I find this thread quite useless. In a debate between agnostics and atheists about the god of the Bible there will hardly be a debate. We all agree.
To introduce a little disagreement —therefore debate— I recommend reading an intelligent and educated believer: Rudolf Bultmann:
Jesus and the World. Specifically the introduction.
You can use this ling among others:
https://www.religion-online.org/book/jesus-and-the-word/
To give an idea I copy a paragraph:
Therefore, when I speak of the teaching or thought of Jesus, I base the discussion on no underlying conception of a universally valid system of thought which through this study can be made enlightening to all. Rather the ideas are understood in the light of the concrete situation of a man living in time; as his interpretation of his own existence in the midst of change, uncertainty, decision; as the expression of a possibility of comprehending this life; as the effort to gain clear insight into the contingencies and necessities of his own existence. When we encounter the words of Jesus in history, we do not judge them by a philosophical system with reference to their rational validity; they meet us with the question of how we are to interpret our own existence. That we be ourselves deeply disturbed by the problem of our own life is therefore the indispensable condition of our inquiry. Then the examination of history will lead not to the enrichment of timeless wisdom, but to an encounter with history which itself is an event in time. This is dialogue with history.
Well, the problem with making sense of the words of Jesus in light of his life is: which Jesus? Even scholars who support a historical Jesus, like Bart Ehrman, each of them cherrypicks a different Jesus. Because he's really that much of a composite of ideas from different people who changed the myths or the gospel manuscripts as fit their own views.

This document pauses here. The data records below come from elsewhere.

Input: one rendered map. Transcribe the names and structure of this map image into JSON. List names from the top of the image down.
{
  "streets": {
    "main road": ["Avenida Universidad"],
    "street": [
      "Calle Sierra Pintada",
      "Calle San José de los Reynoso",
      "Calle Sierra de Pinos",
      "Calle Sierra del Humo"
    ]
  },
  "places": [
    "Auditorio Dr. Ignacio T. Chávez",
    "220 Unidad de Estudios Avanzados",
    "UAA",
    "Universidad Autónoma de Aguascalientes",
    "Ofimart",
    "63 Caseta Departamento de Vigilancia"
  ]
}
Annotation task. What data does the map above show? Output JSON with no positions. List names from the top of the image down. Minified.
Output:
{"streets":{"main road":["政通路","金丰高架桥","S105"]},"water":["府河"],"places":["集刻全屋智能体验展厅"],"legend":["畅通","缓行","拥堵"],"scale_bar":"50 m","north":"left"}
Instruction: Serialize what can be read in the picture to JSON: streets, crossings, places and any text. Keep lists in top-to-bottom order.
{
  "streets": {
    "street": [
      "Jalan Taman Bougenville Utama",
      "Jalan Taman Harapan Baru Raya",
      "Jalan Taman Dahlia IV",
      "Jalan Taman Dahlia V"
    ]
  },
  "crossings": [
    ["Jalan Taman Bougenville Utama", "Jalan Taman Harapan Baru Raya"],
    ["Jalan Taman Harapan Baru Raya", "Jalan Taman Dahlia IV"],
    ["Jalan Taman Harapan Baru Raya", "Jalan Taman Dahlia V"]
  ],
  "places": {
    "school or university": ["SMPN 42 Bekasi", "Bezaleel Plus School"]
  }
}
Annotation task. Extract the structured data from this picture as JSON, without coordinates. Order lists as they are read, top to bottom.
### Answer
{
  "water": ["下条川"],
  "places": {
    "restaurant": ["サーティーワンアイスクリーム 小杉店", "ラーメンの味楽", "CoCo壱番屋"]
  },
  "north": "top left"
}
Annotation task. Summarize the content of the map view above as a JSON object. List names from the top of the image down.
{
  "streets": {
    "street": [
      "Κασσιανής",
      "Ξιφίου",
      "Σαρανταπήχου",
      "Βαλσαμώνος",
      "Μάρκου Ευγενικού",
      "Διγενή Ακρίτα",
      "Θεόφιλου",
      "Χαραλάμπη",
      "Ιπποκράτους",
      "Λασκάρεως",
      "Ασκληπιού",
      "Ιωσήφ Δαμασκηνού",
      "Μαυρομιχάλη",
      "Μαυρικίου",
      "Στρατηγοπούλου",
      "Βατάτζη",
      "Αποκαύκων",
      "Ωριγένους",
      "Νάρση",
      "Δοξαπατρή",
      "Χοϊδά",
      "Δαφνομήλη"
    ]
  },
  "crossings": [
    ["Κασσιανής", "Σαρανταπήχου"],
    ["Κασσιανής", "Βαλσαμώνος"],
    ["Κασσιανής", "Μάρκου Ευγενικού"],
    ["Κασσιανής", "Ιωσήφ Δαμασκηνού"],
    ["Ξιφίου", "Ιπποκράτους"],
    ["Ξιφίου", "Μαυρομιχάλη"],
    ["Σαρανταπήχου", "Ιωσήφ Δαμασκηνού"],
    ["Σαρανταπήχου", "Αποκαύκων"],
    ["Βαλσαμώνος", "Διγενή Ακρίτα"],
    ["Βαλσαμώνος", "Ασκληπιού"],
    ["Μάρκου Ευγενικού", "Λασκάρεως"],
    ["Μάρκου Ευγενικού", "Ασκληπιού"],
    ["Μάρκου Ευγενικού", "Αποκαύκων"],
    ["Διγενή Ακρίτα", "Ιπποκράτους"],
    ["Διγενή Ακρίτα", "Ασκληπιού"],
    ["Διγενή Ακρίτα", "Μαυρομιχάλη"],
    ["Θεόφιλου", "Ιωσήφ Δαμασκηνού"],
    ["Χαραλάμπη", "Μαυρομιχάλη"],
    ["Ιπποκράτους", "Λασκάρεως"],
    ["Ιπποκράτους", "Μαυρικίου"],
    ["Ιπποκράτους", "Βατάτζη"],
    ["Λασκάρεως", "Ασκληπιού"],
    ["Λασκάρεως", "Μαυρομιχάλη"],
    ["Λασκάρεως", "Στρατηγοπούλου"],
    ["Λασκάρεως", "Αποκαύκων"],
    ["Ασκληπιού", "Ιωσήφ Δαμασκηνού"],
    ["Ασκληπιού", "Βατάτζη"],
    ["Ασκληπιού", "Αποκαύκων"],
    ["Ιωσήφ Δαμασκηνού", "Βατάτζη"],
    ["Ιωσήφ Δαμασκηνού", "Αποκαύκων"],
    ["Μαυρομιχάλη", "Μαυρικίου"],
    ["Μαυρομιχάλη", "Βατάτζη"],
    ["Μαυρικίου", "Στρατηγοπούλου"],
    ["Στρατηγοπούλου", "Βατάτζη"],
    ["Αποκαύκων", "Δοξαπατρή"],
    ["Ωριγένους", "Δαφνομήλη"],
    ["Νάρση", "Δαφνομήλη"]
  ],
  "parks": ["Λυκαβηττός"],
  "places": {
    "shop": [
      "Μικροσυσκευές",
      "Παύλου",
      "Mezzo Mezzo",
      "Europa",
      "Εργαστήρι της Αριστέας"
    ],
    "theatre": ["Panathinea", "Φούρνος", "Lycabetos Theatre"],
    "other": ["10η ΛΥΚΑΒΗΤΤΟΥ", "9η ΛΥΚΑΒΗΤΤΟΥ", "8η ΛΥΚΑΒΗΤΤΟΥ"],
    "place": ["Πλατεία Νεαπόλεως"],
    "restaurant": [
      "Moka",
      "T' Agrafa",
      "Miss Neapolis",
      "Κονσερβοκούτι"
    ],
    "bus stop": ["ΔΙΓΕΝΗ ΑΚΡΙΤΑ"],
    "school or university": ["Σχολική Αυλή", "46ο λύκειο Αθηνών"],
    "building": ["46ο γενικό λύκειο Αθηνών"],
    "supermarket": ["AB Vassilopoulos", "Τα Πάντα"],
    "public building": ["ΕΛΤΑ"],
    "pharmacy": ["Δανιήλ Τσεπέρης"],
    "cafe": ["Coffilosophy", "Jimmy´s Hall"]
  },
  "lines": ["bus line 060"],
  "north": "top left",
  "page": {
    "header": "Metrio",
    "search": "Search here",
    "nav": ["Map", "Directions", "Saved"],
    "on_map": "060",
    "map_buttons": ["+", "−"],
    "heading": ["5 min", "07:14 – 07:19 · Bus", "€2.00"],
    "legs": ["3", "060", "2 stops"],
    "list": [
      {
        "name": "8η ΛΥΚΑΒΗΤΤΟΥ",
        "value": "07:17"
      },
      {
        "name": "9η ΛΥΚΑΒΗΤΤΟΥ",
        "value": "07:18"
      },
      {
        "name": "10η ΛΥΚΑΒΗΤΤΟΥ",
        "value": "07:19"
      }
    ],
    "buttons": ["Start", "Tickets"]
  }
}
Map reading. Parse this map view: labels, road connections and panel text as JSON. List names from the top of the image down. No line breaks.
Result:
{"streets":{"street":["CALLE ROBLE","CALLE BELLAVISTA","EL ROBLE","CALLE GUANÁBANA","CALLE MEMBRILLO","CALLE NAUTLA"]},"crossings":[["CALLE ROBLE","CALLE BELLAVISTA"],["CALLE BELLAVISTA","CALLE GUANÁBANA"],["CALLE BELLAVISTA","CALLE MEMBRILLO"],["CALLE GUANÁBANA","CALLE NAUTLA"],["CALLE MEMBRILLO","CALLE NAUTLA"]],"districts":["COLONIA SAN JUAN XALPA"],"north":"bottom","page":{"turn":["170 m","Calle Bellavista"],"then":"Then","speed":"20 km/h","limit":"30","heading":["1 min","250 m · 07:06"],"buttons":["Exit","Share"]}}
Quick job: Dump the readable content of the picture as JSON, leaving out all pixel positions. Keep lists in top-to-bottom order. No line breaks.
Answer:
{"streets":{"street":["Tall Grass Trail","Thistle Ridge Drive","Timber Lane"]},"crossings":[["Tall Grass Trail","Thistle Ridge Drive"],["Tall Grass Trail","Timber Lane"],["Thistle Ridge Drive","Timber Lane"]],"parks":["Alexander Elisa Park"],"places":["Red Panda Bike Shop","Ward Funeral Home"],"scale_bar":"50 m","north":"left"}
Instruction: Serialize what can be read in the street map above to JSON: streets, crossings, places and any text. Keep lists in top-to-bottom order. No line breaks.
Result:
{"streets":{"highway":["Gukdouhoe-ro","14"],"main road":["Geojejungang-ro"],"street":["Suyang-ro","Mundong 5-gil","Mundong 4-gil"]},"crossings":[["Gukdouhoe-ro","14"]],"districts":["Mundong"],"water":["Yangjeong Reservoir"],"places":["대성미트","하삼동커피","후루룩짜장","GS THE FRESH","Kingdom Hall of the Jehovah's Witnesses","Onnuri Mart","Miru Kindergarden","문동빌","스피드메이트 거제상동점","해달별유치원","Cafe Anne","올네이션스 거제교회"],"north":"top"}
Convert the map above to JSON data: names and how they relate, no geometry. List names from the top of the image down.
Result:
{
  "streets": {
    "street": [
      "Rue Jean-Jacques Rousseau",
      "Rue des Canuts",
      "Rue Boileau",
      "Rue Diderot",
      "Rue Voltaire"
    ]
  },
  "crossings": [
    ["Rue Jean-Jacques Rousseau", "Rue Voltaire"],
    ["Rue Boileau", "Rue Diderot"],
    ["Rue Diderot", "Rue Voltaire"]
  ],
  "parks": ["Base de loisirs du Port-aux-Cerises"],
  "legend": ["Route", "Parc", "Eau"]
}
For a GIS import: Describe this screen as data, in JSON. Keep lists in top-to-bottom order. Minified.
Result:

As Bart Ehrman himself puts it about the work of another scholar, and I'm quoting very loosely from memory: 'He concluded that only about 30% of the sayings attributed from Jesus are actually from Jesus, and the rest are interpolation. And I agree with that. I would disagree with which 30% of them those are, but that's a different issue.'
But actually it's not a different issue. It is THE problem. Everyone can cherrypick their own 30%, give or take a few percent, which is relatively self-consistent enough to have possibly been from the same guy. But so can someone else, and get a totally different guy. In fact, you can get polar opposites.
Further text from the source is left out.